SAWEA CEO Ntombifuthi Ntuli says: “SAWEA would like to call on government, intergovernmental bodies and lending institutions, to put clean energy investments at the centre of their economic recovery and economic stimulus packages by implementing regulations that are fit for purpose, including market designs that provide long-term price visibility and streamlined permitting that enables rapid ramp-up of the deployment of renewables.”

Furthermore, SAWEA says the sector has been a source of substantial capital investment in the South African economy, with a total of R80 billion invested since 2012.

It says ramping up installed wind capacity by 1.6GW per annum, as allocated in the IRP 2019, would create additional annual investments of about R40 billion per annum in SA, which will help to deliver jobs, clean and affordable power, and energy security needed for a sustainable economic recovery.

Similarly, some small, medium and micro enterprises (SMMEs) are urging government to act sooner and prepare the sector.

The SMMEs are also calling for protectionist policies that penalise non-resident manufacturers.

Sicelo Mtshali, partner in Insele Solar, says there is urgent need for more support for SMMEs in order to protect the sector post-COVID-19.

The company, which counts telcos as customers, designs and manufactures power products locally.

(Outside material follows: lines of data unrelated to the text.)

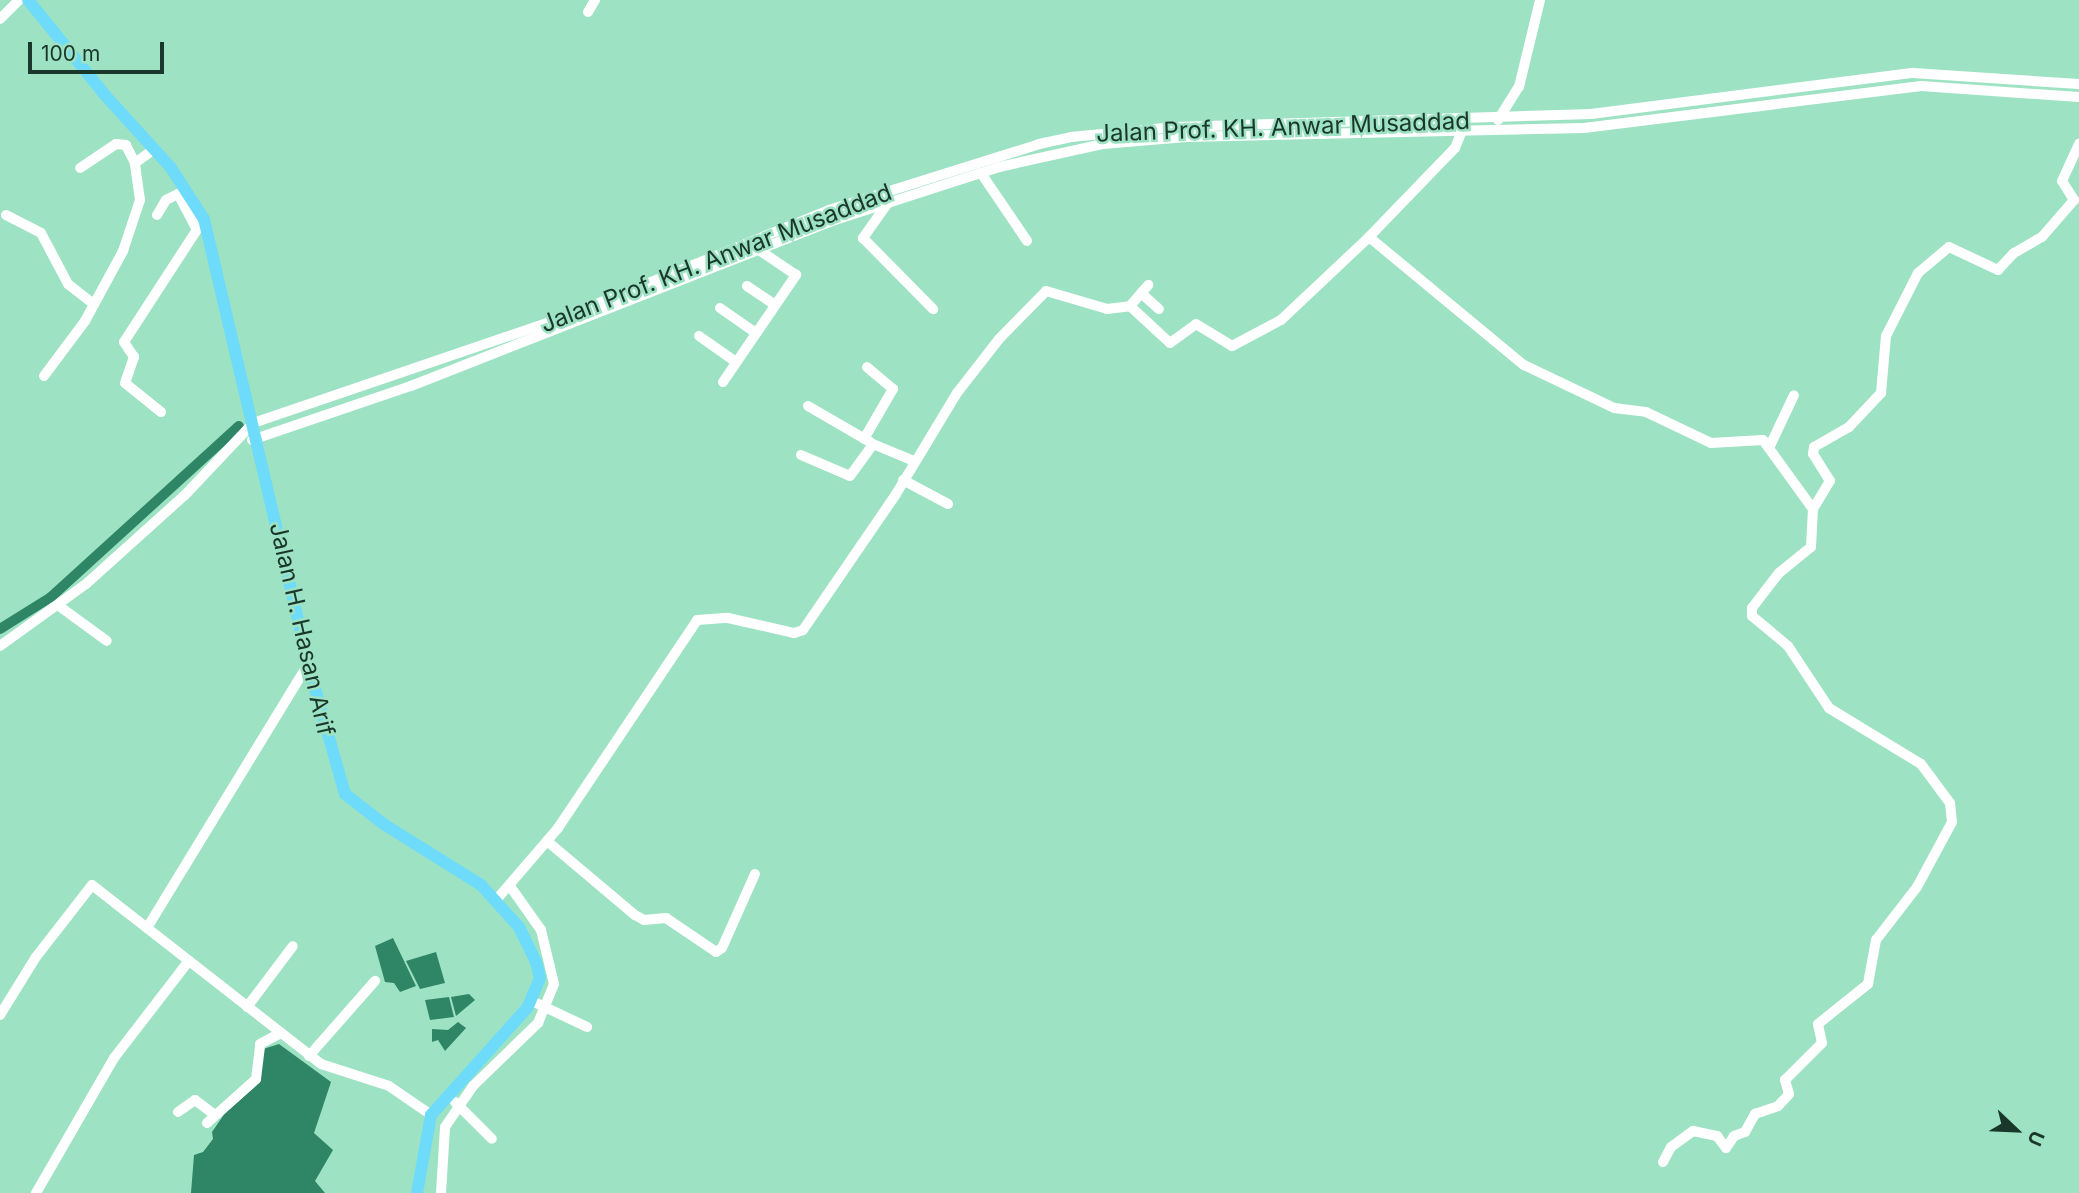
<!DOCTYPE html>
<style>
body{margin:0}
#map{position:relative;width:2079px;height:1193px;overflow:hidden;background:#9de2c3;font-family:Inter,sans-serif}
div>[style]{position:absolute}
.water>*{inset:0;background:#2e8666}
.canal>*{height:10px;margin:-5px;padding:0 5px;transform-origin:5px;border-radius:5px;background:#2e8666}
.minor>*{height:10px;margin:-5px;padding:0 5px;transform-origin:5px;border-radius:5px;background:#fff}
.major>*{height:12px;margin:-6px;padding:0 6px;transform-origin:6px;border-radius:6px;background:#6fdbfa}
span{translate:-50% -50%;white-space:nowrap;text-align:center;line-height:1.15;-webkit-text-stroke:5px #9de2c3;paint-order:stroke}
.street-label{font-size:24px;color:#1a372b}
.north{position:absolute;left:1981px;top:1095px;width:70px;height:70px;-webkit-text-stroke:5px #9de2c3;paint-order:stroke;rotate:113deg;font-size:19px;font-weight:700;line-height:28px;text-align:center;color:#1a372b}
.north::after{content:'';display:block;margin:auto;width:24px;height:32px;background:#1a372b;clip-path:polygon(50% 0,100% 100%,50% 72%,0 100%)}
.scale{position:absolute;left:28px;top:42px;width:136px;height:32px;box-sizing:border-box;border:4px solid #1a372b;border-top:0;padding-left:9px;font-size:21px;line-height:24px;white-space:nowrap;color:#1a372b;-webkit-text-stroke:5px #9de2c3;paint-order:stroke}
</style>
<div id="map">
<div class="water">
<div style="clip-path:polygon(393px 938px,416px 986px,400px 992px,394px 983px,385px 982px,375px 946px)"></div>
<div style="clip-path:polygon(436px 952px,445px 983px,420px 989px,406px 961px)"></div>
<div style="clip-path:polygon(469px 994px,475px 1000px,456px 1016px,451px 997px)"></div>
<div style="clip-path:polygon(449px 997px,454px 1017px,430px 1020px,425px 1000px)"></div>
<div style="clip-path:polygon(458px 1022px,466px 1028px,445px 1051px,438px 1040px,432px 1042px,432px 1029px,448px 1030px)"></div>
<div style="clip-path:polygon(279px 1044px,331px 1082px,314px 1133px,333px 1150px,315px 1181px,325px 1193px,191px 1193px,194px 1155px,203px 1152px,213px 1139px,212px 1132px,225px 1113px,257px 1085px,260px 1050px)"></div>
</div>
<div class="canal">
<div style="left:0;top:629px;width:60px;rotate:-32.1deg"></div>
<div style="left:51px;top:597px;width:254px;rotate:-42.3deg"></div>
</div>
<div class="minor">
<div style="left:588px;top:12px;width:14px;rotate:-60deg"></div>
<div style="left:0;top:19px;width:27px;rotate:-45deg"></div>
<div style="left:1498px;top:120px;width:39px;rotate:-58deg"></div>
<div style="left:1519px;top:87px;width:89px;rotate:-76.4deg"></div>
<div style="left:135px;top:163px;width:24px;rotate:-36deg"></div>
<div style="left:981px;top:173px;width:82px;rotate:55.9deg"></div>
<div style="left:887px;top:204px;width:42px;rotate:125.2deg"></div>
<div style="left:863px;top:238px;width:100px;rotate:45.4deg"></div>
<div style="left:6px;top:215px;width:39px;rotate:27deg"></div>
<div style="left:41px;top:233px;width:58px;rotate:62.1deg"></div>
<div style="left:68px;top:284px;width:33px;rotate:38deg"></div>
<div style="left:157px;top:215px;width:17px;rotate:-59deg"></div>
<div style="left:166px;top:200px;width:13px;rotate:-27deg"></div>
<div style="left:178px;top:194px;width:40px;rotate:62deg"></div>
<div style="left:1369px;top:237px;width:124px;rotate:-46deg"></div>
<div style="left:1455px;top:148px;width:18px;rotate:-68deg"></div>
<div style="left:747px;top:286px;width:34px;rotate:34deg"></div>
<div style="left:1141px;top:293px;width:24px;rotate:42deg"></div>
<div style="left:1130px;top:306px;width:28px;rotate:-49deg"></div>
<div style="left:720px;top:308px;width:44px;rotate:34.8deg"></div>
<div style="left:699px;top:336px;width:45px;rotate:35.1deg"></div>
<div style="left:44px;top:376px;width:69px;rotate:-53.3deg"></div>
<div style="left:85px;top:321px;width:80px;rotate:-61.5deg"></div>
<div style="left:123px;top:251px;width:54px;rotate:-71.6deg"></div>
<div style="left:140px;top:200px;width:37px;rotate:-98deg"></div>
<div style="left:135px;top:163px;width:20px;rotate:-117deg"></div>
<div style="left:126px;top:145px;width:10px;rotate:-174deg"></div>
<div style="left:116px;top:144px;width:43px;rotate:146.3deg"></div>
<div style="left:723px;top:382px;width:130px;rotate:-55.7deg"></div>
<div style="left:796px;top:275px;width:45px;rotate:-146deg"></div>
<div style="left:808px;top:406px;width:72px;rotate:30.1deg"></div>
<div style="left:161px;top:412px;width:46px;rotate:-141.1deg"></div>
<div style="left:125px;top:383px;width:28px;rotate:-71deg"></div>
<div style="left:134px;top:357px;width:18px;rotate:-124deg"></div>
<div style="left:124px;top:342px;width:147px;rotate:-57deg"></div>
<div style="left:864px;top:439px;width:58px;rotate:-59.9deg"></div>
<div style="left:893px;top:389px;width:34px;rotate:-140deg"></div>
<div style="left:252px;top:440px;width:168px;rotate:-18.8deg"></div>
<div style="left:411px;top:386px;width:455px;rotate:-21.4deg"></div>
<div style="left:835px;top:220px;width:172px;rotate:-17.9deg"></div>
<div style="left:999px;top:167px;width:107px;rotate:-12.5deg"></div>
<div style="left:1103px;top:144px;width:83px;rotate:-4.8deg"></div>
<div style="left:1186px;top:137px;width:398px;rotate:-1.3deg"></div>
<div style="left:1584px;top:128px;width:340px;rotate:-7.1deg"></div>
<div style="left:1921px;top:86px;width:158px;rotate:4deg"></div>
<div style="left:1770px;top:446px;width:56px;rotate:-64.8deg"></div>
<div style="left:801px;top:455px;width:53px;rotate:23.2deg"></div>
<div style="left:850px;top:476px;width:39px;rotate:-54deg"></div>
<div style="left:873px;top:444px;width:44px;rotate:22.5deg"></div>
<div style="left:903px;top:480px;width:51px;rotate:28.1deg"></div>
<div style="left:59px;top:606px;width:59px;rotate:36.1deg"></div>
<div style="left:0;top:646px;width:106px;rotate:-35.8deg"></div>
<div style="left:86px;top:584px;width:133px;rotate:-42deg"></div>
<div style="left:185px;top:495px;width:99px;rotate:-46.6deg"></div>
<div style="left:253px;top:423px;width:326px;rotate:-18.8deg"></div>
<div style="left:562px;top:318px;width:288px;rotate:-22deg"></div>
<div style="left:829px;top:210px;width:220px;rotate:-17.4deg"></div>
<div style="left:1039px;top:144px;width:33px;rotate:-12deg"></div>
<div style="left:1071px;top:137px;width:104px;rotate:-5.5deg"></div>
<div style="left:1175px;top:127px;width:416px;rotate:-1.8deg"></div>
<div style="left:1591px;top:114px;width:325px;rotate:-7.3deg"></div>
<div style="left:1913px;top:73px;width:166px;rotate:3.8deg"></div>
<div style="left:547px;top:841px;width:115px;rotate:40.1deg"></div>
<div style="left:635px;top:915px;width:10px;rotate:29deg"></div>
<div style="left:644px;top:920px;width:22px;rotate:-5deg"></div>
<div style="left:666px;top:918px;width:60px;rotate:34.2deg"></div>
<div style="left:716px;top:952px;width:7px;rotate:-34deg"></div>
<div style="left:722px;top:948px;width:81px;rotate:-66deg"></div>
<div style="left:497px;top:899px;width:94px;rotate:-49.3deg"></div>
<div style="left:558px;top:828px;width:250px;rotate:-56.2deg"></div>
<div style="left:697px;top:620px;width:31px;rotate:-4deg"></div>
<div style="left:728px;top:618px;width:68px;rotate:12.8deg"></div>
<div style="left:794px;top:633px;width:9px;rotate:-18deg"></div>
<div style="left:803px;top:630px;width:165px;rotate:-55.6deg"></div>
<div style="left:896px;top:494px;width:118px;rotate:-58.9deg"></div>
<div style="left:957px;top:393px;width:68px;rotate:-52.1deg"></div>
<div style="left:999px;top:339px;width:67px;rotate:-45.6deg"></div>
<div style="left:1046px;top:291px;width:64px;rotate:16.4deg"></div>
<div style="left:1107px;top:309px;width:23px;rotate:-7deg"></div>
<div style="left:1130px;top:306px;width:54px;rotate:42.8deg"></div>
<div style="left:1170px;top:343px;width:32px;rotate:-36deg"></div>
<div style="left:1196px;top:324px;width:42px;rotate:31.4deg"></div>
<div style="left:1232px;top:346px;width:55px;rotate:-28deg"></div>
<div style="left:1281px;top:320px;width:121px;rotate:-43.3deg"></div>
<div style="left:1369px;top:237px;width:201px;rotate:39.6deg"></div>
<div style="left:1524px;top:365px;width:100px;rotate:25.5deg"></div>
<div style="left:1614px;top:408px;width:32px;rotate:7deg"></div>
<div style="left:1646px;top:412px;width:72px;rotate:25.5deg"></div>
<div style="left:1711px;top:443px;width:52px;rotate:-3.3deg"></div>
<div style="left:1763px;top:440px;width:85px;rotate:54.1deg"></div>
<div style="left:1813px;top:509px;width:33px;rotate:-59deg"></div>
<div style="left:1830px;top:481px;width:32px;rotate:-122deg"></div>
<div style="left:1813px;top:454px;width:7px;rotate:-82deg"></div>
<div style="left:1814px;top:447px;width:40px;rotate:-29.7deg"></div>
<div style="left:1849px;top:427px;width:47px;rotate:-46.7deg"></div>
<div style="left:1881px;top:393px;width:57px;rotate:-85deg"></div>
<div style="left:1886px;top:336px;width:71px;rotate:-63.1deg"></div>
<div style="left:1918px;top:273px;width:40px;rotate:-40deg"></div>
<div style="left:1949px;top:247px;width:54px;rotate:25.1deg"></div>
<div style="left:1998px;top:270px;width:23px;rotate:-47deg"></div>
<div style="left:2014px;top:253px;width:32px;rotate:-30deg"></div>
<div style="left:2042px;top:237px;width:49px;rotate:-49.1deg"></div>
<div style="left:2074px;top:200px;width:22px;rotate:-122deg"></div>
<div style="left:2062px;top:181px;width:41px;rotate:-65.3deg"></div>
<div style="left:147px;top:928px;width:309px;rotate:-58.6deg"></div>
<div style="left:532px;top:1001px;width:61px;rotate:25.3deg"></div>
<div style="left:247px;top:1007px;width:76px;rotate:-53deg"></div>
<div style="left:0;top:1015px;width:68px;rotate:-58.2deg"></div>
<div style="left:36px;top:957px;width:91px;rotate:-52.1deg"></div>
<div style="left:92px;top:885px;width:291px;rotate:38deg"></div>
<div style="left:321px;top:1064px;width:71px;rotate:17.9deg"></div>
<div style="left:389px;top:1086px;width:51px;rotate:34.6deg"></div>
<div style="left:309px;top:1056px;width:100px;rotate:-48.7deg"></div>
<div style="left:455px;top:1102px;width:52px;rotate:45deg"></div>
<div style="left:178px;top:1112px;width:21px;rotate:-35deg"></div>
<div style="left:195px;top:1100px;width:25px;rotate:37deg"></div>
<div style="left:207px;top:1123px;width:66px;rotate:-41.9deg"></div>
<div style="left:256px;top:1079px;width:35px;rotate:-83deg"></div>
<div style="left:260px;top:1044px;width:24px;rotate:-28deg"></div>
<div style="left:1663px;top:1162px;width:17px;rotate:-62deg"></div>
<div style="left:1671px;top:1147px;width:27px;rotate:-36deg"></div>
<div style="left:1693px;top:1131px;width:25px;rotate:12deg"></div>
<div style="left:1717px;top:1136px;width:15px;rotate:53deg"></div>
<div style="left:1726px;top:1148px;width:14px;rotate:-56deg"></div>
<div style="left:1734px;top:1136px;width:12px;rotate:-20deg"></div>
<div style="left:1745px;top:1132px;width:21px;rotate:-61deg"></div>
<div style="left:1755px;top:1114px;width:24px;rotate:-19deg"></div>
<div style="left:1778px;top:1106px;width:16px;rotate:-47deg"></div>
<div style="left:1789px;top:1094px;width:15px;rotate:-106deg"></div>
<div style="left:1785px;top:1080px;width:52px;rotate:-45deg"></div>
<div style="left:1822px;top:1043px;width:19px;rotate:-102deg"></div>
<div style="left:1818px;top:1024px;width:64px;rotate:-38.7deg"></div>
<div style="left:1868px;top:984px;width:45px;rotate:-79.7deg"></div>
<div style="left:1876px;top:940px;width:67px;rotate:-52.3deg"></div>
<div style="left:1917px;top:887px;width:74px;rotate:-61.7deg"></div>
<div style="left:1952px;top:822px;width:19px;rotate:-96deg"></div>
<div style="left:1950px;top:803px;width:49px;rotate:-126.6deg"></div>
<div style="left:1921px;top:764px;width:108px;rotate:-148.7deg"></div>
<div style="left:1829px;top:708px;width:74px;rotate:-123.5deg"></div>
<div style="left:1788px;top:646px;width:47px;rotate:-140.2deg"></div>
<div style="left:1752px;top:616px;width:8px;rotate:-90deg"></div>
<div style="left:1752px;top:608px;width:44px;rotate:-52.4deg"></div>
<div style="left:1779px;top:573px;width:41px;rotate:-39.1deg"></div>
<div style="left:1811px;top:547px;width:38px;rotate:-87deg"></div>
<div style="left:36px;top:1193px;width:156px;rotate:-60deg"></div>
<div style="left:114px;top:1058px;width:121px;rotate:-52.4deg"></div>
<div style="left:441px;top:1193px;width:66px;rotate:-86.5deg"></div>
<div style="left:445px;top:1127px;width:50px;rotate:-55.7deg"></div>
<div style="left:473px;top:1086px;width:91px;rotate:-44.1deg"></div>
<div style="left:538px;top:1023px;width:42px;rotate:-67.7deg"></div>
<div style="left:554px;top:984px;width:56px;rotate:-103.5deg"></div>
<div style="left:541px;top:930px;width:54px;rotate:-125.2deg"></div>
</div>
<div class="major">
<div style="left:28px;top:0;width:121px;rotate:51deg"></div>
<div style="left:104px;top:94px;width:100px;rotate:47.8deg"></div>
<div style="left:171px;top:168px;width:61px;rotate:57.1deg"></div>
<div style="left:204px;top:219px;width:457px;rotate:76.8deg"></div>
<div style="left:308px;top:664px;width:135px;rotate:74.1deg"></div>
<div style="left:345px;top:794px;width:51px;rotate:37.8deg"></div>
<div style="left:385px;top:825px;width:113px;rotate:32deg"></div>
<div style="left:481px;top:885px;width:57px;rotate:47.9deg"></div>
<div style="left:519px;top:927px;width:39px;rotate:64deg"></div>
<div style="left:536px;top:962px;width:16px;rotate:76deg"></div>
<div style="left:540px;top:978px;width:33px;rotate:113deg"></div>
<div style="left:527px;top:1008px;width:144px;rotate:131.9deg"></div>
<div style="left:431px;top:1115px;width:79px;rotate:100.2deg"></div>
</div>
<div class="street-label">
<span style="left:1283px;top:127px;rotate:-2deg">Jalan Prof. KH. Anwar Musaddad</span>
<span style="left:716px;top:258px;rotate:-21deg">Jalan Prof. KH. Anwar Musaddad</span>
<span style="left:302px;top:629px;rotate:77deg">Jalan H. Hasan Arif</span>
</div>
<div class="north">U</div>
<div class="scale">100 m</div>
</div>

For the telecommunications sector, Insele is producing the 600W-1.5Kw pole-mounted inverter system, which it says is IP67-compliant and can support 5G, 4G, LTE and TV white spaces.

“Our systems are IOT-ready and off grid, which means we will be online all the time,” says Mtshali.

Commenting on the post-COVID-19 scenario, he says: “We need more support. The majority of our products are consumed locally. We call on government to subsidise SMMEs within the space who manufacture renewable power solutions, and add 500% tax levies on all imports that compete with local solutions in the spirit of protecting local jobs post-COVID-19.”